■ Description of the task
Count only the lines of the records that hold "Paul", then give the number without any other words.

[Data extracted from a collection]

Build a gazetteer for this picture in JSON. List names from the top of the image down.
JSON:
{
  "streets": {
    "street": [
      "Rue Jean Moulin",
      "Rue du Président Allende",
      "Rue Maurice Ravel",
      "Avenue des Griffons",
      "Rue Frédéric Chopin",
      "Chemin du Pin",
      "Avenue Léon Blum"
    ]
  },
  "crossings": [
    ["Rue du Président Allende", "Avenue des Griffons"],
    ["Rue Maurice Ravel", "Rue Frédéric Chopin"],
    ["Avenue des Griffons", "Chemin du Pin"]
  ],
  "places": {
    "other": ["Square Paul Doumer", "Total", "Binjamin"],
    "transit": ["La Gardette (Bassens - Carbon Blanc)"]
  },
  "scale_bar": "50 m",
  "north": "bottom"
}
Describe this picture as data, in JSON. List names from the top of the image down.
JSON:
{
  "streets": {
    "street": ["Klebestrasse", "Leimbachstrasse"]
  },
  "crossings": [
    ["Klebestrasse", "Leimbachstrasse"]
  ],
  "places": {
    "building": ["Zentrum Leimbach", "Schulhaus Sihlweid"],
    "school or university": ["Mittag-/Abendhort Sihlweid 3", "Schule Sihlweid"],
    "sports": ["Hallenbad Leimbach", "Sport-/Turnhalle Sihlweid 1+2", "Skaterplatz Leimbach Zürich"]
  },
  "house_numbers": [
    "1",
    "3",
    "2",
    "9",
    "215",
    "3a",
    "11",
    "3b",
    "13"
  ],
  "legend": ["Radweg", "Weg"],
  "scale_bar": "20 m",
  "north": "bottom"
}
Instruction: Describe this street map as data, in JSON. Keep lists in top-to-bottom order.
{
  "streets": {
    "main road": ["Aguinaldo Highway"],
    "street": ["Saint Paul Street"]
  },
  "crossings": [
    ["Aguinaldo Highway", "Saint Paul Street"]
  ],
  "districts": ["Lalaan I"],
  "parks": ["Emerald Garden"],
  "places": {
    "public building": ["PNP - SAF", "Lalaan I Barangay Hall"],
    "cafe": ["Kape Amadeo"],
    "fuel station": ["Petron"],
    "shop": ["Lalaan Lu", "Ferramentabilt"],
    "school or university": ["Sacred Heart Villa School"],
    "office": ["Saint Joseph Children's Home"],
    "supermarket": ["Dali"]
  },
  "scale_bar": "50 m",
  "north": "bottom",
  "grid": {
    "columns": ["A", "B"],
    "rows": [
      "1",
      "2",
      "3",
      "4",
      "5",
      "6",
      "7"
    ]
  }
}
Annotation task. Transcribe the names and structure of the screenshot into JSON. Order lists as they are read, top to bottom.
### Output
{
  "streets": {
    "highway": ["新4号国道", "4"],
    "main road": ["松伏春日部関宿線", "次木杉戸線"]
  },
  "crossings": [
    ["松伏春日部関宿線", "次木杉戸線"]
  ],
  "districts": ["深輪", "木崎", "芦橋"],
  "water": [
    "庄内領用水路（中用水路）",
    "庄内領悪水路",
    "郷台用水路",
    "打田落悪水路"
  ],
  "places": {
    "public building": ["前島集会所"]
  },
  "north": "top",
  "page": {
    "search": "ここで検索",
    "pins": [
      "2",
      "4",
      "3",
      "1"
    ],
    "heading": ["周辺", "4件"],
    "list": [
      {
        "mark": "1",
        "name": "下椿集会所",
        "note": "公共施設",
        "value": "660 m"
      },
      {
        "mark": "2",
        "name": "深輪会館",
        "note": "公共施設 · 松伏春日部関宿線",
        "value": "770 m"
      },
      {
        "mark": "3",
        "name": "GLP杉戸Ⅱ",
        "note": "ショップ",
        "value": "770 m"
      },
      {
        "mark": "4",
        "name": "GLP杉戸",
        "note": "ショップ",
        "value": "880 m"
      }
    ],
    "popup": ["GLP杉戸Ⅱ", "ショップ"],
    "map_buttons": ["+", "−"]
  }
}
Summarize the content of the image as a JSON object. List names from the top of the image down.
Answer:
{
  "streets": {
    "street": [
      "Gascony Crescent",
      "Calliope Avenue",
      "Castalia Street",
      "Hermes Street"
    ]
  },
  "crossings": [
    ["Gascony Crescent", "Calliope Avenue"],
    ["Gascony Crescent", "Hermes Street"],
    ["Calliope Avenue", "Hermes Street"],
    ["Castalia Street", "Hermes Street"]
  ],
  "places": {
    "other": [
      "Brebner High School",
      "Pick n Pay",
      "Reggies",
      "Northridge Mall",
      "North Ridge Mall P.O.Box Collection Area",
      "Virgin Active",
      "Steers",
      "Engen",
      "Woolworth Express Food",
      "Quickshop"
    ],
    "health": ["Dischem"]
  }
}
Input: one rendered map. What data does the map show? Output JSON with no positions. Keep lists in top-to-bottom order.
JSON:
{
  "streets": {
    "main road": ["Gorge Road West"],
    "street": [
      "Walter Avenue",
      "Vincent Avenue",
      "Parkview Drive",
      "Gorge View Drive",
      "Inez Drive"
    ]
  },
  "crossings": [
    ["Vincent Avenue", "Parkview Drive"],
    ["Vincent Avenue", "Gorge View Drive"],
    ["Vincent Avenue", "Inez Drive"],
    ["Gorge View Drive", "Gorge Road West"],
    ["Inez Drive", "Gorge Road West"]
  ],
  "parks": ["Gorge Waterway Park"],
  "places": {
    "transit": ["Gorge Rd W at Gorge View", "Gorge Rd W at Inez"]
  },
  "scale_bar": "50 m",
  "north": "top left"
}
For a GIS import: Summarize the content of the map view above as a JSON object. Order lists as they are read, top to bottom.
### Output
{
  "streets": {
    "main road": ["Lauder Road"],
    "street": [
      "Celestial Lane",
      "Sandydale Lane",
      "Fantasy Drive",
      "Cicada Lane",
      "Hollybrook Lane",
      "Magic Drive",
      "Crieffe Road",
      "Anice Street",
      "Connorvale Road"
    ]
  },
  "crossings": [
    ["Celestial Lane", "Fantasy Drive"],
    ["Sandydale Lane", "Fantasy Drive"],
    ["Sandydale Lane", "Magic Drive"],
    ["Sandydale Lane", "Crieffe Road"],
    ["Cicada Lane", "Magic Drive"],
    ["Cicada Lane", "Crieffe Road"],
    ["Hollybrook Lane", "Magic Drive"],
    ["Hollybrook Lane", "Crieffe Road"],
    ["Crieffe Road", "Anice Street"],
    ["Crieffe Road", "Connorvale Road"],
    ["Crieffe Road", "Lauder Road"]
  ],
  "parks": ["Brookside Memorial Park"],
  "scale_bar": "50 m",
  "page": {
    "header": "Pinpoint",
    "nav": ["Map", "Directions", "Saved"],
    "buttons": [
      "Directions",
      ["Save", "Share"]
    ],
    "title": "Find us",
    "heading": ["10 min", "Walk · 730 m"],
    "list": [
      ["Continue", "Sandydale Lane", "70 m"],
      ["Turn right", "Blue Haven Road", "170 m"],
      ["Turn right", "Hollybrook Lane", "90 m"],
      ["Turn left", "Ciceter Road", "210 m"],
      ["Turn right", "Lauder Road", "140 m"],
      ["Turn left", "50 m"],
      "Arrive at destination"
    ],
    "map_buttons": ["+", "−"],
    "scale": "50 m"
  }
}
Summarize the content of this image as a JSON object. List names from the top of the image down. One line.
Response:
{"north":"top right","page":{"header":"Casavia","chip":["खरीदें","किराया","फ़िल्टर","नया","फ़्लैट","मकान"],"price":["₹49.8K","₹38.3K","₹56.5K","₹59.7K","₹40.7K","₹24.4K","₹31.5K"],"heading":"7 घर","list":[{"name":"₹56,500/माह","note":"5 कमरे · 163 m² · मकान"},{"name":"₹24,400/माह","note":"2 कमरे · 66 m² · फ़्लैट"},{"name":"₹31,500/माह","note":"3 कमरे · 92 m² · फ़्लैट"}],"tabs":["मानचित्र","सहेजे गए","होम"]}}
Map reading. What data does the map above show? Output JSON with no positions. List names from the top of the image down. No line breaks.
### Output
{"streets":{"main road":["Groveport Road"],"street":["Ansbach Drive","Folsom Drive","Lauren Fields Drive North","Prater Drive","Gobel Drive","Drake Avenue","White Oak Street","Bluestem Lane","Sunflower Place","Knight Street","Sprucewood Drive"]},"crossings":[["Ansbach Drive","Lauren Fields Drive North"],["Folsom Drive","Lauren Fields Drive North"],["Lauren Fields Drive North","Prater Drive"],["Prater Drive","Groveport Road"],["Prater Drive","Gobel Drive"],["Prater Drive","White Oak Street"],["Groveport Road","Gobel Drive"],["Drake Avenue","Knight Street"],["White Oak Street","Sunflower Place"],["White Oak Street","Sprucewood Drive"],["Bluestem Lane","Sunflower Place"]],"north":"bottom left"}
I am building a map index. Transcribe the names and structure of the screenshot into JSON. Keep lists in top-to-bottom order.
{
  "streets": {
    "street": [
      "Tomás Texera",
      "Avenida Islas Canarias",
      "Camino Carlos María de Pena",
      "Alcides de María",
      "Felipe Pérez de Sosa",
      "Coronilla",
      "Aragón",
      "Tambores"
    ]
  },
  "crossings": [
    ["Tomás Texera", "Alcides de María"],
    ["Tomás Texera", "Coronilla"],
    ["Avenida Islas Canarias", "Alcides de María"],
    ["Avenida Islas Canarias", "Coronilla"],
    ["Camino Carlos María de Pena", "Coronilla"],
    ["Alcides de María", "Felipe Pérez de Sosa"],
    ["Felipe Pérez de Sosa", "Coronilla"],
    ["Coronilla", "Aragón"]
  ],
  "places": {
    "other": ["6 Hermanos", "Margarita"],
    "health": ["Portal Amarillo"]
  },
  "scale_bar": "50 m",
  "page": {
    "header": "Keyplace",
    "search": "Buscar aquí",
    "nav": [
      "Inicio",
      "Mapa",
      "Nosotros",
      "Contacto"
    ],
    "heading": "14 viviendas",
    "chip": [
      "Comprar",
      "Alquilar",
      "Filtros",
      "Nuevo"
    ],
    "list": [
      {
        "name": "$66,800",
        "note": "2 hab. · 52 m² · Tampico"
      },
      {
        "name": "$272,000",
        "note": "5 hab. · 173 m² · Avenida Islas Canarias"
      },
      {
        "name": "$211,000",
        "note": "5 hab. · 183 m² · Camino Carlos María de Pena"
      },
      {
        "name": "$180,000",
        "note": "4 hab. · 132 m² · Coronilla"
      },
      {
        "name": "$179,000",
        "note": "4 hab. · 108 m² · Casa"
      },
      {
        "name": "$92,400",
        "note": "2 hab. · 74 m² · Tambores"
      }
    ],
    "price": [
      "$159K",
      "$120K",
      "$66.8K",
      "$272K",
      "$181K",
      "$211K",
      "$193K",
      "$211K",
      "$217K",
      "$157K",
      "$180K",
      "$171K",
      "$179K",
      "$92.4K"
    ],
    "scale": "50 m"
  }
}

■ Solution for this problem
3